*Your objective*. Read through the records. Copy each line that has the word "Sided".

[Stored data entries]
....
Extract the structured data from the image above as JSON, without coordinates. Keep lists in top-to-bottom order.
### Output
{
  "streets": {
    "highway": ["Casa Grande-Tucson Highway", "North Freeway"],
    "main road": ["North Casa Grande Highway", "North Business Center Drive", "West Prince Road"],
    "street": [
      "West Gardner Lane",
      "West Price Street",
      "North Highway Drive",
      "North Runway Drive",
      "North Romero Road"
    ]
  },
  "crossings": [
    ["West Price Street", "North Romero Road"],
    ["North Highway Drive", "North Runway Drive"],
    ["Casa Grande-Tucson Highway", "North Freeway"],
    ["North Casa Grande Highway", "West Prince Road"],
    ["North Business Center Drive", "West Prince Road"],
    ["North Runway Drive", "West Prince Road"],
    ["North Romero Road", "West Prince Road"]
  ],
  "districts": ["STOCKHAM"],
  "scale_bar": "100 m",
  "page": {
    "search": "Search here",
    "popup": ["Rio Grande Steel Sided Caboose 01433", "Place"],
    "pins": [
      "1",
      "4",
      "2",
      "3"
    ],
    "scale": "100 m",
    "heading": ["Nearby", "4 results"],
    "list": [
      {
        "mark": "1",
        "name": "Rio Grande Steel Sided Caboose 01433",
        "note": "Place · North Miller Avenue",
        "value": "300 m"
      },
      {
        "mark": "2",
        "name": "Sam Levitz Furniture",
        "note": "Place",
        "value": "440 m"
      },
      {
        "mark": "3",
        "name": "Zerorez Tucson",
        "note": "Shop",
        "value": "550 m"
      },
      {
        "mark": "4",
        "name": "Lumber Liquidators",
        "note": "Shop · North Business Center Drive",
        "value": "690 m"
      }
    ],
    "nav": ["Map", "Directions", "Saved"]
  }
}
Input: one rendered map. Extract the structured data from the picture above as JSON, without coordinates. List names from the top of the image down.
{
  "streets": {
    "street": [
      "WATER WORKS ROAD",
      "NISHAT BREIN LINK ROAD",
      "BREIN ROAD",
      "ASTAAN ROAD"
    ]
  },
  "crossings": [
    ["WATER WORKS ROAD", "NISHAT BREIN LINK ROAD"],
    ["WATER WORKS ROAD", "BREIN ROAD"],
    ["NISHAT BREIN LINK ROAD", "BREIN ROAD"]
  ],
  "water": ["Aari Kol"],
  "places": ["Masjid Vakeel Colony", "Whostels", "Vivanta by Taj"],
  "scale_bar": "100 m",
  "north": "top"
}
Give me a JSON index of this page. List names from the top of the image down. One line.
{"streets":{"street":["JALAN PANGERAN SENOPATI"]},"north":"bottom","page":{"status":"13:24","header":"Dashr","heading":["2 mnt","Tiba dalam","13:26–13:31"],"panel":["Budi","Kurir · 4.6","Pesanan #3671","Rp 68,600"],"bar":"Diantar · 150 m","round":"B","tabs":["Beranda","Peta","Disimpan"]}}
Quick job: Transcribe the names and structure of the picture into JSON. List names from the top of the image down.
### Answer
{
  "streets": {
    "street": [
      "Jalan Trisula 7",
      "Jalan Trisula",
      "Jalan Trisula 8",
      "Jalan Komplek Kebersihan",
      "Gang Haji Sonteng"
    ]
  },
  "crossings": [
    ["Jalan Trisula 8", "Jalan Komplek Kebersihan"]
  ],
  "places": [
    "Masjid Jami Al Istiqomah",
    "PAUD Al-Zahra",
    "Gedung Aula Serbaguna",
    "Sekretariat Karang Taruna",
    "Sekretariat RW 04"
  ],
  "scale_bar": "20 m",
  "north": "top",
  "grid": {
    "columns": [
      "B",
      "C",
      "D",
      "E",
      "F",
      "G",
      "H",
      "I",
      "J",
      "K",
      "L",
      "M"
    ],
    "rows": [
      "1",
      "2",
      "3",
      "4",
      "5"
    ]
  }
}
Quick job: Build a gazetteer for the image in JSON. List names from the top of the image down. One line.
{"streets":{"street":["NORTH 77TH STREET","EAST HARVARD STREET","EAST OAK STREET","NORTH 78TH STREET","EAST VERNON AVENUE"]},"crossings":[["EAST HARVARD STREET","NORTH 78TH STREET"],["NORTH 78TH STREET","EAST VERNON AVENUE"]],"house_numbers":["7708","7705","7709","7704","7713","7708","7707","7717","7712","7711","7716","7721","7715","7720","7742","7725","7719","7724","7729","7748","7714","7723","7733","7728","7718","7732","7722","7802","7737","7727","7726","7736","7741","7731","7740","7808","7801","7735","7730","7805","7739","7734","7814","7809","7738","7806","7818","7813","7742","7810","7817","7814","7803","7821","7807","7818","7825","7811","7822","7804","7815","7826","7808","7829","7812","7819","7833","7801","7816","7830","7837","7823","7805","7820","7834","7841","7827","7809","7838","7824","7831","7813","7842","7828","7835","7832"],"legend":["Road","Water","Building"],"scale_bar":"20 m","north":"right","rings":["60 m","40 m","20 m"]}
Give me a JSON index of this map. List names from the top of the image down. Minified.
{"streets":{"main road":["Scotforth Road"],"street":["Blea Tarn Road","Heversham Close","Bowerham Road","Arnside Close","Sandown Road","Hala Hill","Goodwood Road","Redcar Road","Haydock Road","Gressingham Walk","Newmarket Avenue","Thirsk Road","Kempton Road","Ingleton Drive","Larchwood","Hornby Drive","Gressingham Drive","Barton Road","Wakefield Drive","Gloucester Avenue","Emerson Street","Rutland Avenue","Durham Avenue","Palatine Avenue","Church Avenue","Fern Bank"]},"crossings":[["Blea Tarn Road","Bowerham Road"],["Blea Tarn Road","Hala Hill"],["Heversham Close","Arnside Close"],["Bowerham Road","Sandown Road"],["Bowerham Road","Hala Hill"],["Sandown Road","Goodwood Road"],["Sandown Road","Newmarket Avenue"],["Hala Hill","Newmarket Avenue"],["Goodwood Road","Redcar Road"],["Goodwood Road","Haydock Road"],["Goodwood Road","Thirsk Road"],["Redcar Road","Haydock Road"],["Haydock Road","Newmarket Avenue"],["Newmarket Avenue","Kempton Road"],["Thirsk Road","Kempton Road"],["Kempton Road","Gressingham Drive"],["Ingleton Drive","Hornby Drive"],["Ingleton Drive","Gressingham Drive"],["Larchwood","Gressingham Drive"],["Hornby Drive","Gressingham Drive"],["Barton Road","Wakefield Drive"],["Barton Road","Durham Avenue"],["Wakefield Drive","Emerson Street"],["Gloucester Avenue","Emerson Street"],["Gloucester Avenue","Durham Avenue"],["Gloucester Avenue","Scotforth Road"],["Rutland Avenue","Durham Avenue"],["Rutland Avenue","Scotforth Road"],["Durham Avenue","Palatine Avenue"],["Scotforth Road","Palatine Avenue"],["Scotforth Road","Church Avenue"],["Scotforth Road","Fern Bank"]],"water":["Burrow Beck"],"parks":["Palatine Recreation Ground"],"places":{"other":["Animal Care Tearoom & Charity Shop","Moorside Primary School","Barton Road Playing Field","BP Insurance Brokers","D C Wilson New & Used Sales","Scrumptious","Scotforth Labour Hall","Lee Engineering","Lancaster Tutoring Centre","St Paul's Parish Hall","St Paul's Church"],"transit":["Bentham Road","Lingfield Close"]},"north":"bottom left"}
....
*Response to the task*.
    "popup": ["Rio Grande Steel Sided Caboose 01433", "Place"],
        "name": "Rio Grande Steel Sided Caboose 01433",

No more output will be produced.